Filter the records, keeping every line that has the string "column".
+++ Data +++
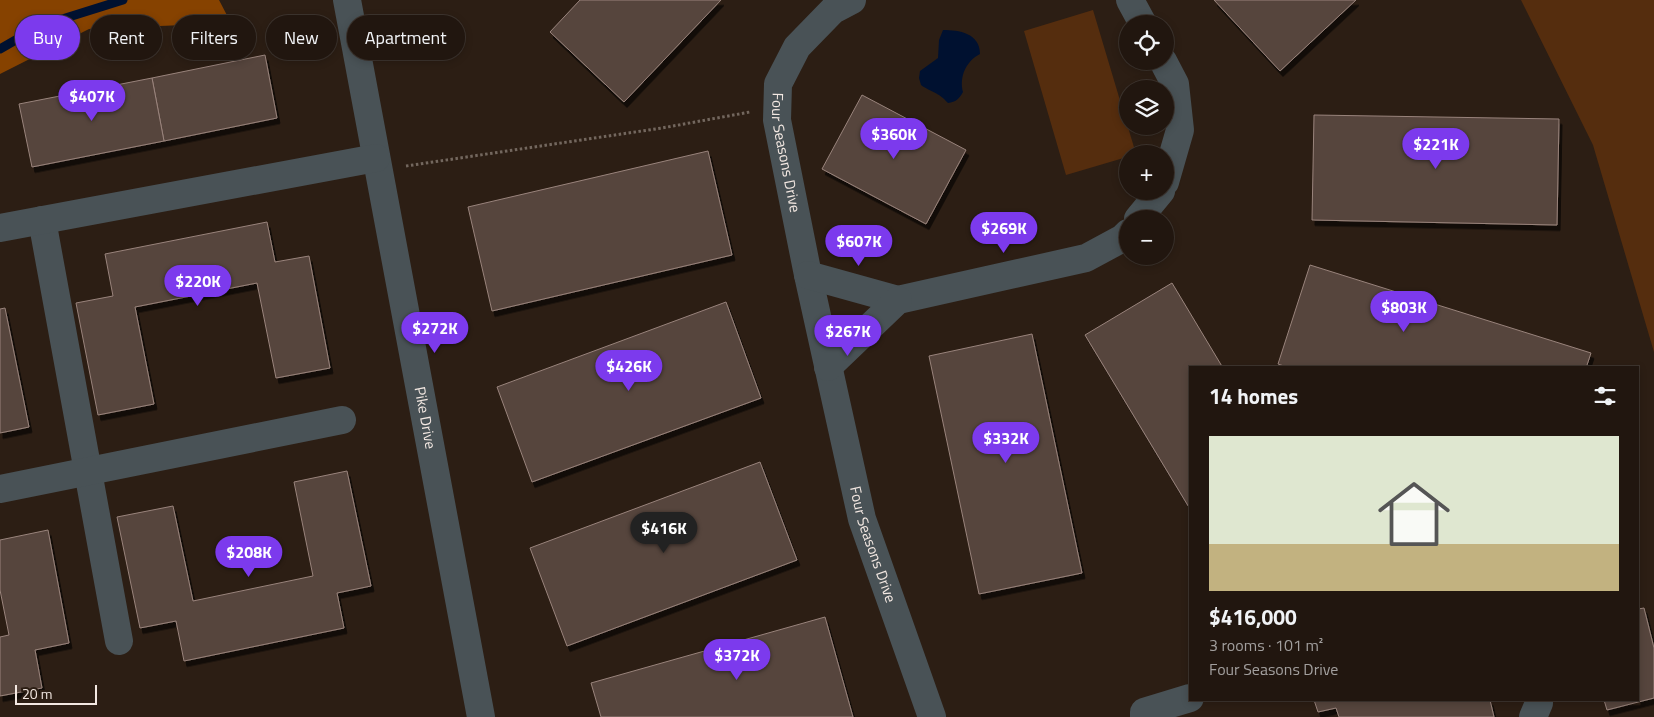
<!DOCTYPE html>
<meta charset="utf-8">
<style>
:root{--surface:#21160f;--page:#2d231d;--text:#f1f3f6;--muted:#a29f9e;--line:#3e352f;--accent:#7c3aed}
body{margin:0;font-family:"Titillium Web",sans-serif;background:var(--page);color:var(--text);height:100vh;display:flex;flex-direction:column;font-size:19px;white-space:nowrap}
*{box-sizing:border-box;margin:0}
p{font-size:16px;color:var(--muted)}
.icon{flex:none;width:28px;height:28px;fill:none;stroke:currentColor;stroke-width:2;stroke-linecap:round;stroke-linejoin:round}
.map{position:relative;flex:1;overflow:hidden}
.panel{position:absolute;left:1189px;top:366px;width:450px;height:335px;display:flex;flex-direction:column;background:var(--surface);border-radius:0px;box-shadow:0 2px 8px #0003,0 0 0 1px var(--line)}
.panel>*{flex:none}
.guide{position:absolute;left:15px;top:15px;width:475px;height:45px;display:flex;gap:10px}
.buttons{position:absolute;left:1119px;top:15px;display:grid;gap:10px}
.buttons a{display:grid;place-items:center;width:55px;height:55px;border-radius:50%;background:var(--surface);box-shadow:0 2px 8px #0003,0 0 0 1px var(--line);font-size:25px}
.scale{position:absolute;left:15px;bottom:12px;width:82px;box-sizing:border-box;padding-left:5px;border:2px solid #f3e8e2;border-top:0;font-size:14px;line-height:18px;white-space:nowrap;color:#f3e8e2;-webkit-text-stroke:4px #2c1e14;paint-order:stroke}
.price{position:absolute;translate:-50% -42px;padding:0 11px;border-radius:18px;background:var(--accent);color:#fff;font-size:16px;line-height:32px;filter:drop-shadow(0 1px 2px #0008)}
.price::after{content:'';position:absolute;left:50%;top:30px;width:15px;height:11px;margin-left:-8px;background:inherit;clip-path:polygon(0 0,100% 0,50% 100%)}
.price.current{background:#222;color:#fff}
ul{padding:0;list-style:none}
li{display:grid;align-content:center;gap:10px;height:265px;padding:0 20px}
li+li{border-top:1px solid var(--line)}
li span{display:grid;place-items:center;height:155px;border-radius:0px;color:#555}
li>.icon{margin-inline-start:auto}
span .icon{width:90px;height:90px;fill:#fffc;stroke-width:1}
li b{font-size:21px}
h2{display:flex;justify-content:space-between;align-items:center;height:60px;padding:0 20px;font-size:21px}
.tag{padding:0 18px;border-radius:22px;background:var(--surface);box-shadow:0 2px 8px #0003,0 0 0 1px var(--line);font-size:18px;line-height:45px}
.tag.current{background:var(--accent);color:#fff}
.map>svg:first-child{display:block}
.green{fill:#552d0e}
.forest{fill:#864200}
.water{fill:#001130}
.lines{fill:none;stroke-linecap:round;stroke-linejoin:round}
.stream{stroke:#001130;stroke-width:9}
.building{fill:#57443d;stroke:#99847c;filter:url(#shadow)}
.path{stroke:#73675e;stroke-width:3;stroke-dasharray:2.5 2.5;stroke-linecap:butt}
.minor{stroke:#495256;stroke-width:28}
.labels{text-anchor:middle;stroke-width:4.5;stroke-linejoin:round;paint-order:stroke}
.street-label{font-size:15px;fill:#f3e8e2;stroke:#2c1e14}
</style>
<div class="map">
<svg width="1654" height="717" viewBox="0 0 1654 717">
<defs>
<filter id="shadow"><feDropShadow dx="3" dy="5.5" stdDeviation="0" flood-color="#0009"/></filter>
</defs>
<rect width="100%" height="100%" fill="#2c1e14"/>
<g class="green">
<polygon points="1521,0 1654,0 1654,352 1593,145"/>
<polygon points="1093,10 1136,154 1128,154 1127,157 1066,175 1024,31"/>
</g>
<polygon class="forest" points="0,0 219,0 231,23 89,29 0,74"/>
<path class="water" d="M 943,30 C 959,30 980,33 980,54 C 966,61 959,77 963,92 C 959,99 956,102 948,103 C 937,91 932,93 921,85 L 919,78 L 920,71 L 938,58 L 939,40 Z"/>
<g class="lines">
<polyline class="stream" points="0,49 40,26 123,0"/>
</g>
<g class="building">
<polygon points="580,0 721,0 624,102 550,32"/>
<polygon points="1214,0 1356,0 1280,71"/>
<polygon points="265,55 277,118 164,141 152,78"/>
<polygon points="152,78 164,141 32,167 19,104"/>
<polygon points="862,95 966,150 926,224 822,169"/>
<polygon points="1314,115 1559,119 1557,225 1312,220"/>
<polygon points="708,151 732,255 492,311 468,207"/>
<polygon points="267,222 275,262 309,256 330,368 276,378 257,283 135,307 154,404 98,415 76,303 113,296 105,254"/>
<polygon points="1310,265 1591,353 1586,368 1290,368 1278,364"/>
<polygon points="1172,283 1223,368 1190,368 1190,509 1085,335"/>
<polygon points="726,302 761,398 532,482 497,387"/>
<polygon points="5,308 29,427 0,433 0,309"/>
<polygon points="1032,334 1082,573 979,594 929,356"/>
<polygon points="760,462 797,560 567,646 530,548"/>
<polygon points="347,471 371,586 337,593 344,628 184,661 176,621 140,628 117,517 173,506 193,601 313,576 294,482"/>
<polygon points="48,530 69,643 35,650 42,688 0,696 0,637 9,635 0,590 0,540"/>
<polygon points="1644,608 1654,648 1654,698 1607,710 1604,700 1638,700 1638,609"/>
<polygon points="825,617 853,717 601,717 591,683"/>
<polygon points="1314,700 1490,700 1494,717 1339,717 1336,708 1318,712"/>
</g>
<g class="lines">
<polyline class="path" points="406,166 662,128 750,112"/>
<g class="minor">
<path id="s1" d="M 347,0 L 481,717"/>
<path id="s2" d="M 852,0 L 833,10 L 797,47 L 778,84 L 777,120 L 808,275 L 862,519 L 932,717"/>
<polyline points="1130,0 1143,24"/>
<polyline points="1163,61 1175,84 1180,130 1165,182"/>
<polyline points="1138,219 1161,191"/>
<polyline points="42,220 119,641"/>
<polyline points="0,228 376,158"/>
<polyline points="808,275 898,300 1086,258 1123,238 1128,233"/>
<polyline points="828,367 898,300"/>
<polyline points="0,489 342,420"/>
<polyline points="1144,717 1144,712 1190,698"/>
<polyline points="1533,717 1539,703 1538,700"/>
</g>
</g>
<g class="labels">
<g class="street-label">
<text dy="5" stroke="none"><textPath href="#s2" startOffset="184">Four Seasons Drive</textPath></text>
<text dy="5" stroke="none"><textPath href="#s1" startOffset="425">Pike Drive</textPath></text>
<text dy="5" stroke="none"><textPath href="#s2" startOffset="586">Four Seasons Drive</textPath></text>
</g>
</g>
</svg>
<div class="buttons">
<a><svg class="icon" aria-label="locate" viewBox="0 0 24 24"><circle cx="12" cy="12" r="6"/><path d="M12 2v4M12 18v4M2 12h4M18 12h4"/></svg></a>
<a><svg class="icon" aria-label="layers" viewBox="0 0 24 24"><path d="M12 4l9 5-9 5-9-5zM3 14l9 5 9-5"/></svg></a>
<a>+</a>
<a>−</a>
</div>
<div class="scale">20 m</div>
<b class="price" style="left:92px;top:122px">$407K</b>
<b class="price" style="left:894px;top:160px">$360K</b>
<b class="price" style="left:1436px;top:170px">$221K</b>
<b class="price" style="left:1004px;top:254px">$269K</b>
<b class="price" style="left:859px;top:267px">$607K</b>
<b class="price" style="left:198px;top:307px">$220K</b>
<b class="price" style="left:1404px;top:333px">$803K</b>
<b class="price" style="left:435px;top:354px">$272K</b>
<b class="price" style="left:848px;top:357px">$267K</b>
<b class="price" style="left:629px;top:392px">$426K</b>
<b class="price" style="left:1006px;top:464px">$332K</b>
<b class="price current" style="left:664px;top:554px">$416K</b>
<b class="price" style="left:249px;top:578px">$208K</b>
<b class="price" style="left:737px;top:681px">$372K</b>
<div class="guide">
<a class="tag current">Buy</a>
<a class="tag">Rent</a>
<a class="tag">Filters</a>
<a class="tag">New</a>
<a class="tag">Apartment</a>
</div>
<section class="panel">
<h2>14 homes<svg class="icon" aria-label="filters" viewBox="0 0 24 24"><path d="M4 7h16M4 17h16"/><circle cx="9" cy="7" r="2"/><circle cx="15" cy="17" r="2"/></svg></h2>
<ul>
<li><span style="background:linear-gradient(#dfe7d0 70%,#c2b280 0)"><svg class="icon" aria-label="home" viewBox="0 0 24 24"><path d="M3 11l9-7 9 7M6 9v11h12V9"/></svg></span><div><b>$416,000</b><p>3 rooms · 101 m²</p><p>Four Seasons Drive</p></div></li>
</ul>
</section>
</div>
+++
__Response box__
body{margin:0;font-family:"Titillium Web",sans-serif;background:var(--page);color:var(--text);height:100vh;display:flex;flex-direction:column;font-size:19px;white-space:nowrap}
.panel{position:absolute;left:1189px;top:366px;width:450px;height:335px;display:flex;flex-direction:column;background:var(--surface);border-radius:0px;box-shadow:0 2px 8px #0003,0 0 0 1px var(--line)}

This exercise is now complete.